This is the official pytorch implementation of the paper "RSTT: Real-time Spatial Temporal Transformer for Space-Time Video Super-Resolution"
Zhicheng Geng*, Luming Liang*, Tianyu Ding and Ilya Zharkov
IEEE Conference on Computer Vision and Pattern Recognition (CVPR), 2022
Space-time video super-resolution (STVSR) is the task of interpolating videos with both Low Frame Rate (LFR) and Low Resolution (LR) to produce a High-Frame-Rate (HFR) and also High-Resolution (HR) counterpart. The existing methods based on Convolutional Neural Network (CNN) succeed in achieving visually satisfied results while suffer from slow inference speed due to their heavy architectures. We propose to resolve this issue by using a spatial-temporal transformer that naturally incorporates the spatial and temporal super resolution modules into a single model. Unlike CNN-based methods, we do not explicitly use separated building blocks for temporal interpolations and spatial super-resolutions; instead, we only use a single end-to-end transformer architecture. Specifically, a reusable dictionary is built by encoders based on the input LFR and LR frames, which is then utilized in the decoder part to synthesize the HFR and HR frames.
Below is performance of RSTT on Vid4 dataset using small (S), medium (M) and large (L) architectures compared to other baseline models. We plot FPS versus PSNR. Note that 24 FPS is the standard cinematic frame rate. We also plot the number of parameters (in millions) versus PSNR.
The features extracted from four input LFR and LR frames are processed by encoders Ek, k = 0, 1, 2, 3 to build dictionaries that will be used as inputs for the decoders Dk, k = 0, 1, 2, 3. The query builder generates a vector of queries Q which are then used to synthesize a sequence of seven consecutive HFR and HR frames.
Cuda 11.4
Python 3.8.11
torch 1.9.0 or higher
$ git clone https://github.com/llmpass/RSTT.git
$ pip install -r requirements.txt
Note that the torch version must be compatible to the cuda version, not necessary to be 1.9.0 here. For example, with cuda version 11.X, torch 1.9.0 is too old to use, may cause problems like
Cuda error: no kernel image is available for execution on the device
Download vimeo90k Septuplet dataset for training and evaluation:
http://toflow.csail.mit.edu/index.html#septuplet
Choose "The original training + test set (82GB)".
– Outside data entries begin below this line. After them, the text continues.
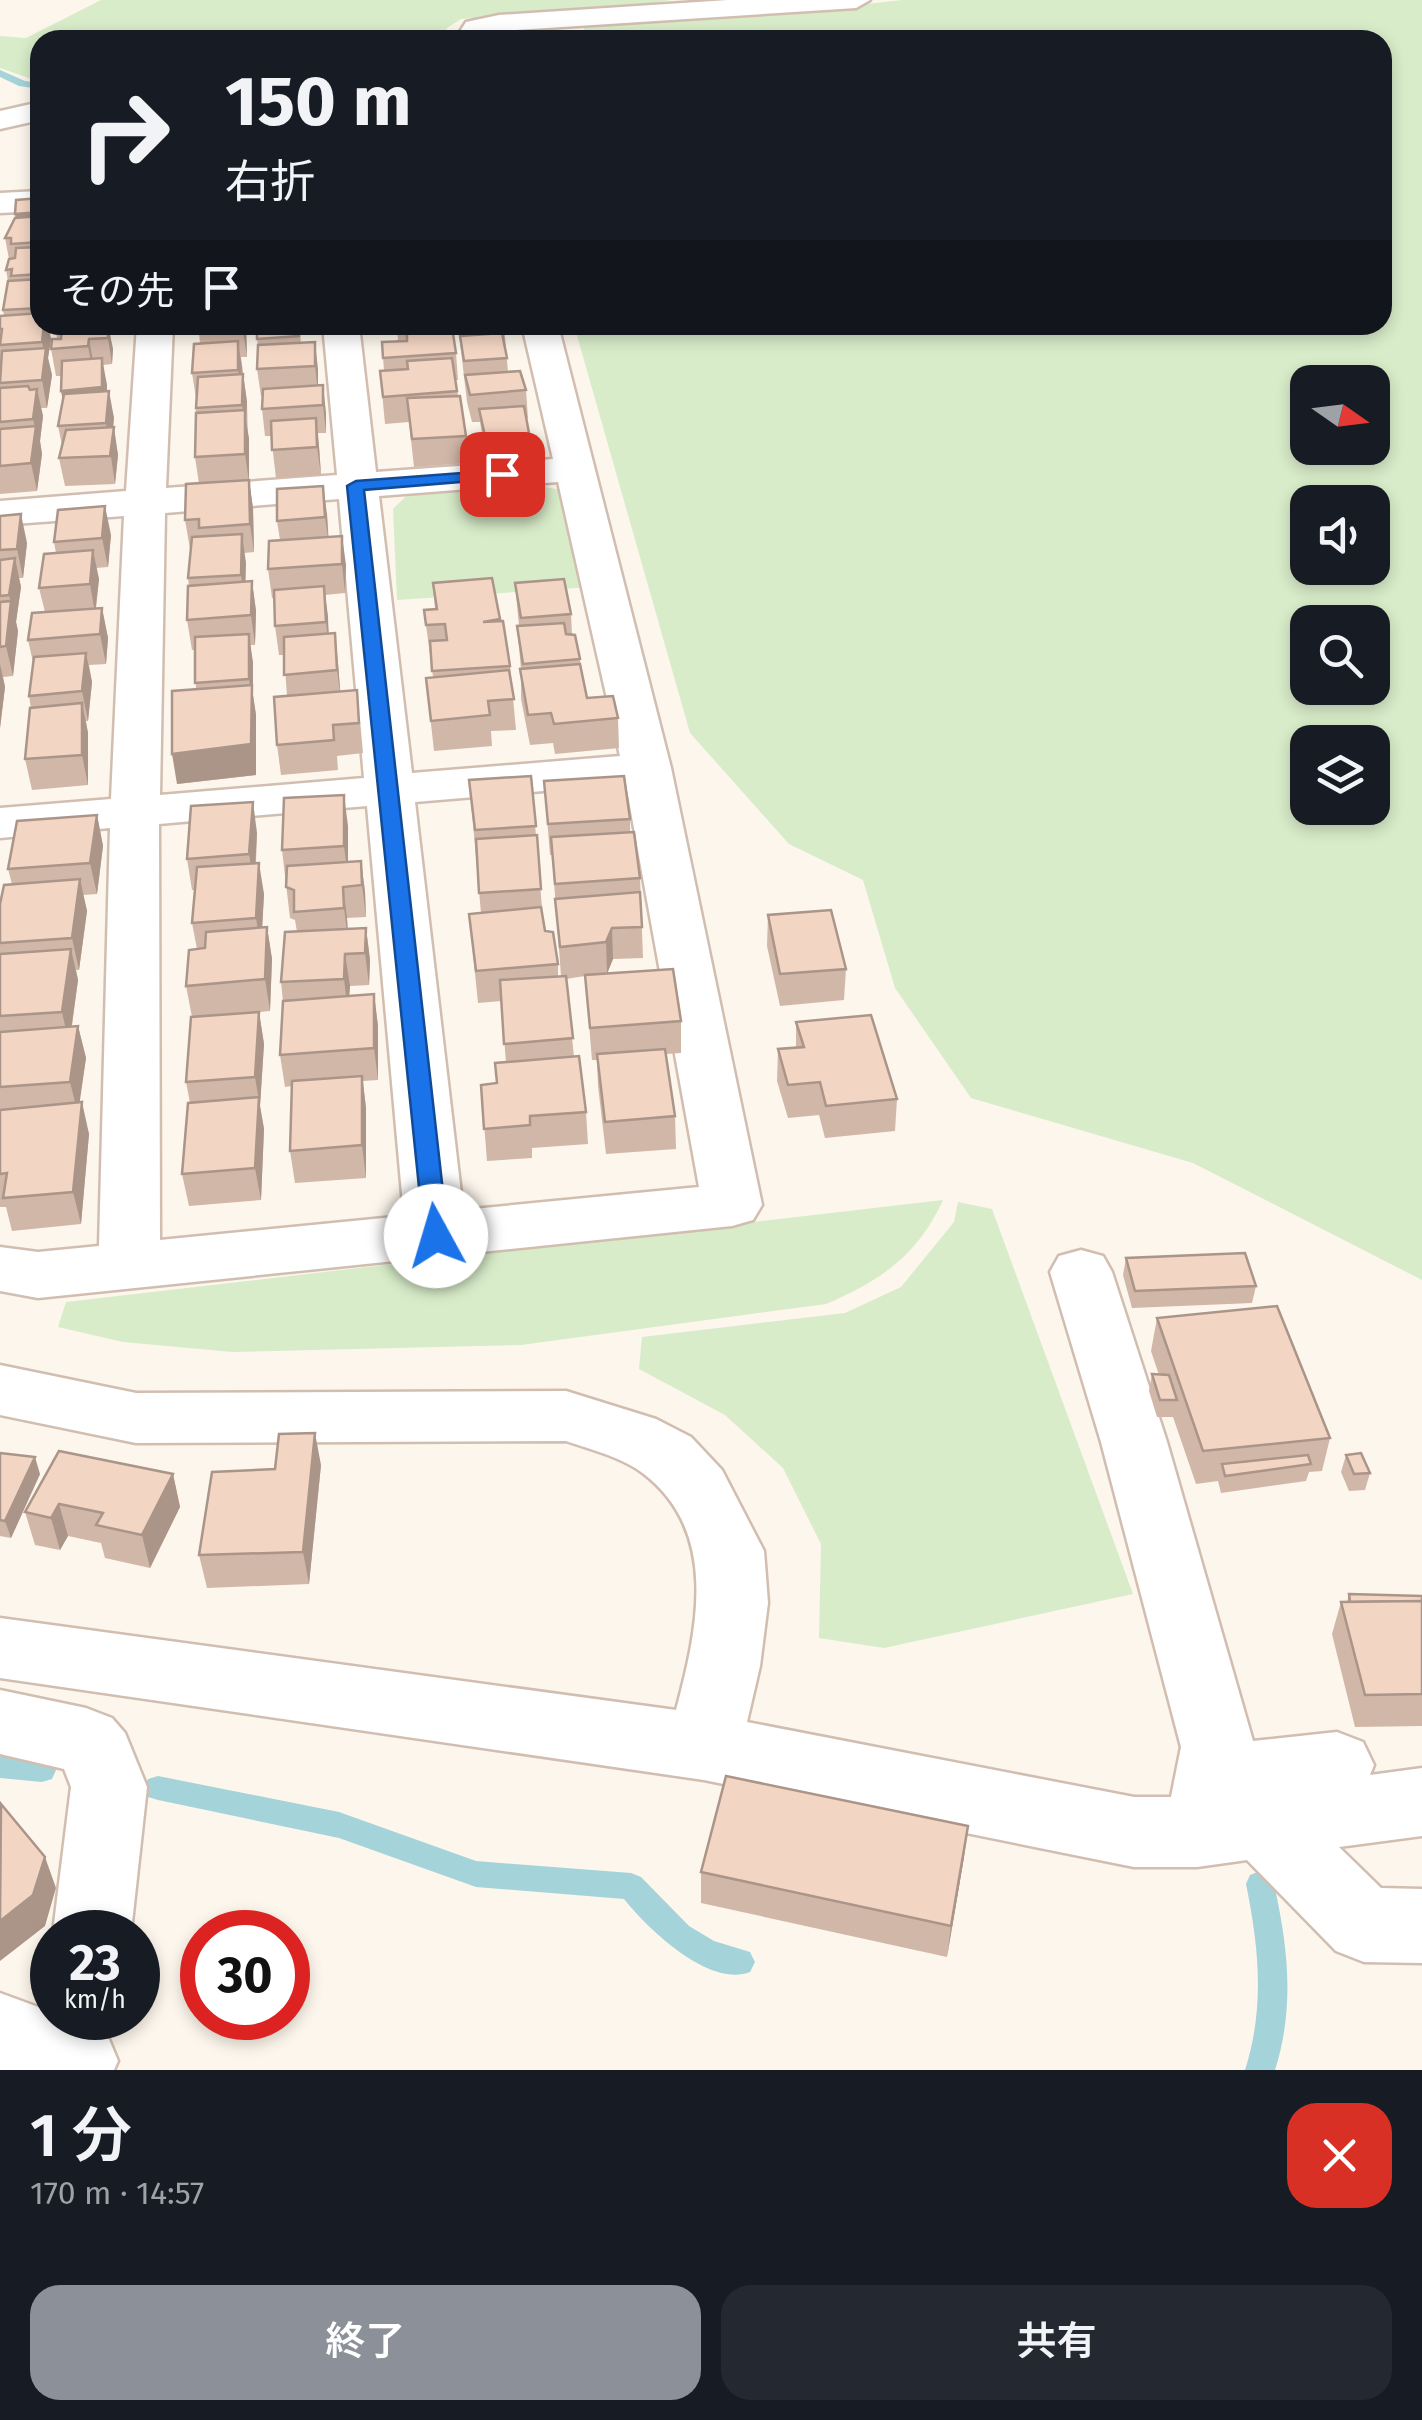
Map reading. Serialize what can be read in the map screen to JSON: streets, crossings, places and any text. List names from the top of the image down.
{
  "north": "right",
  "page": {
    "turn": ["150 m", "右折"],
    "then": "その先",
    "speed": "23 km/h",
    "limit": "30",
    "heading": ["1 分", "170 m · 14:57"],
    "buttons": ["終了", "共有"]
  }
}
cp datasets/vimeo_septuplet/*.txt /path/to/vimeo/
python ./datasets/prepare_vimeo.py --path /path/to/vimeo/
Download Vid4 dataset for evaluation:
https://drive.google.com/drive/folders/10-gUO6zBeOpWEamrWKCtSkkUFukB9W5m
Make sure writing a yml file with settings pointing to correct paths, for example:
python train.py --config ./configs/RSTT-S.yml
Make sure writing a yml file with settings pointing to correct paths, for example:
python eval_vid4.py --config ./configs/RSTT-S-eval-vid4.yml
Make sure writing a yml file with settings pointing to correct paths, for example:
python eval_vimeo90k.py --config ./configs/RSTT-S-eval-vimeo90k.yml
@article{geng2022rstt,
title={RSTT: Real-time Spatial Temporal Transformer for Space-Time Video Super-Resolution},
author={Zhicheng Geng and Luming Liang and Tianyu Ding and Ilya Zharkov},
journal={arXiv preprint arXiv:2203.14186},
year={2022}
}
or
@inproceedings{geng2022rstt,
title={RSTT: Real-time Spatial Temporal Transformer for Space-Time Video Super-Resolution},
author={Zhicheng Geng and Luming Liang and Tianyu Ding and Ilya Zharkov},
booktitle={Proceedings of the IEEE/CVF Conference on Computer Vision and Pattern Recognition},
pages={17441--17451},
year={2022}
}
Our code is built on Zooming-Slow-Mo, EDVR, UFormer, and Swin-Transformer. We thank the authors for sharing their codes.
The code is released under the Creative Commons Attribution-NonCommercial-ShareAlike 4.0 International Public License for NonCommercial use only. Any commercial use should get formal permission first.